■ **TRY IT**
Every line of the material that mentions the word "image" should be copied out.

■ **DATA IN THIS EXERCISE**
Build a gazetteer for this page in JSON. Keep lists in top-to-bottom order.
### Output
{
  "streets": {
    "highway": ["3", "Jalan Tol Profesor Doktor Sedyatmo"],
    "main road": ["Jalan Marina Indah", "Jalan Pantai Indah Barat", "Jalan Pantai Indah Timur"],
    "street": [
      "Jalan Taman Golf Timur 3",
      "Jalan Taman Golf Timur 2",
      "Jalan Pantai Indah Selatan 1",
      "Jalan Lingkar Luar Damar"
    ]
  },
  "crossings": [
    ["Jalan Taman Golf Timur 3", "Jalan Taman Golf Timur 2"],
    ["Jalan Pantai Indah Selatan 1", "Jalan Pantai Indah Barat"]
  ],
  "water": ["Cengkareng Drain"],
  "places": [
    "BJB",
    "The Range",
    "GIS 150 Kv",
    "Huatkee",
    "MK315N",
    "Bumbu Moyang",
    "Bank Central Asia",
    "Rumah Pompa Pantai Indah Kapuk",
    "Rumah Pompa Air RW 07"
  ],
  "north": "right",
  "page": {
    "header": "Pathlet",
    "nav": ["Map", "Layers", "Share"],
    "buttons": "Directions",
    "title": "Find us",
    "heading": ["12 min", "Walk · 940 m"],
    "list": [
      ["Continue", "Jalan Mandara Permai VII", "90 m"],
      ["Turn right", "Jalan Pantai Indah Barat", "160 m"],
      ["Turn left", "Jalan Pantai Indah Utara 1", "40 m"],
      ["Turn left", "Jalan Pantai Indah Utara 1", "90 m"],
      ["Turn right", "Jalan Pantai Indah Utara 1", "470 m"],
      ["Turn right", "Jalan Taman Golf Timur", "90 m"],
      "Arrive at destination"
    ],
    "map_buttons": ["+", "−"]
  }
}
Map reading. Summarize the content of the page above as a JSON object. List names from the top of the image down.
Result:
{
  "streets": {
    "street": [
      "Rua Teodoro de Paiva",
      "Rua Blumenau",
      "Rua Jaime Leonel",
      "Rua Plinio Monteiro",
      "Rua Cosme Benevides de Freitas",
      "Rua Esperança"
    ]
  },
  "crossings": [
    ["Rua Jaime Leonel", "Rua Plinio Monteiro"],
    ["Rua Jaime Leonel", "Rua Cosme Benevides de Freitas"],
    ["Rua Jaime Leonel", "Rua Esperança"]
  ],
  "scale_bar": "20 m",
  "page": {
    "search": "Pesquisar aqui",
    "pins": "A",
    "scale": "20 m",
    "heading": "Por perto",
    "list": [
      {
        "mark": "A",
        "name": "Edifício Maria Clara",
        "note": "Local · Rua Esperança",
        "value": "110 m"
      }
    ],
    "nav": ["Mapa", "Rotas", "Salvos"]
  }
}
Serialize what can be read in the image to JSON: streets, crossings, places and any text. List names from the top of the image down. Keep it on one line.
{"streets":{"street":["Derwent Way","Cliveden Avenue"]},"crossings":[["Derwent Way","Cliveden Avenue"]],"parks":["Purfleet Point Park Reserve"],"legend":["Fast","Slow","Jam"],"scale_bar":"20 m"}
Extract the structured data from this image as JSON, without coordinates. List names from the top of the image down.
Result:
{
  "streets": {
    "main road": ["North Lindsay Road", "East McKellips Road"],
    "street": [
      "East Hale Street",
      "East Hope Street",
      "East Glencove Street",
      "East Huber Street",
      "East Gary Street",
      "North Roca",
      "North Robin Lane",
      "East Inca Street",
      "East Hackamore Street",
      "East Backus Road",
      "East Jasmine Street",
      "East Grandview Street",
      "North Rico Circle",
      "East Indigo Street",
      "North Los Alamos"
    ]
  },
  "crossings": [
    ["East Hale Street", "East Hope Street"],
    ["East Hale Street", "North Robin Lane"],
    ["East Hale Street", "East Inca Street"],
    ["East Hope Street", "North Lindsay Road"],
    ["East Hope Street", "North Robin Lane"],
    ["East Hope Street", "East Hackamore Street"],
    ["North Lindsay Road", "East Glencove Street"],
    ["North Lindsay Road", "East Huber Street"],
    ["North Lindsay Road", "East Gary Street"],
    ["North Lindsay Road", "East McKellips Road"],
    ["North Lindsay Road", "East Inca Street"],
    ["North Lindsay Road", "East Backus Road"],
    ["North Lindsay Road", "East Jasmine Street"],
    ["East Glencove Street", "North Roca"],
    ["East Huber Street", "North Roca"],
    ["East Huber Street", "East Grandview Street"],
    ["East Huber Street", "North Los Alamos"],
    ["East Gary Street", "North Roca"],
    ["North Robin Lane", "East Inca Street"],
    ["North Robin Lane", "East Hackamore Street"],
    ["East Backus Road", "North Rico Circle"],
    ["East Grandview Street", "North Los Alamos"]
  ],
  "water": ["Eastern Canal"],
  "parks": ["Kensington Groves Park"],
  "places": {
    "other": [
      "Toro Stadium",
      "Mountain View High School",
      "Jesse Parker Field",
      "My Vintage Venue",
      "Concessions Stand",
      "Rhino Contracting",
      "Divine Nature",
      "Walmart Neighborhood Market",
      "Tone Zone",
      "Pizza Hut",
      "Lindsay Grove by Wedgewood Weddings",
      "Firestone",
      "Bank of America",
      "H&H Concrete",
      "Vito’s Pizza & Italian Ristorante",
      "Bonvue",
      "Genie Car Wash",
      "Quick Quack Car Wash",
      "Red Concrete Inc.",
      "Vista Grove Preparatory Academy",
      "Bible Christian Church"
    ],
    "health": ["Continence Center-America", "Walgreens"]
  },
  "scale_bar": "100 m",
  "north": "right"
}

■ **ANSWER BOX**
Map reading. Summarize the content of the page above as a JSON object. List names from the top of the image down.
Serialize what can be read in the image to JSON: streets, crossings, places and any text. List names from the top of the image down. Keep it on one line.
Extract the structured data from this image as JSON, without coordinates. List names from the top of the image down.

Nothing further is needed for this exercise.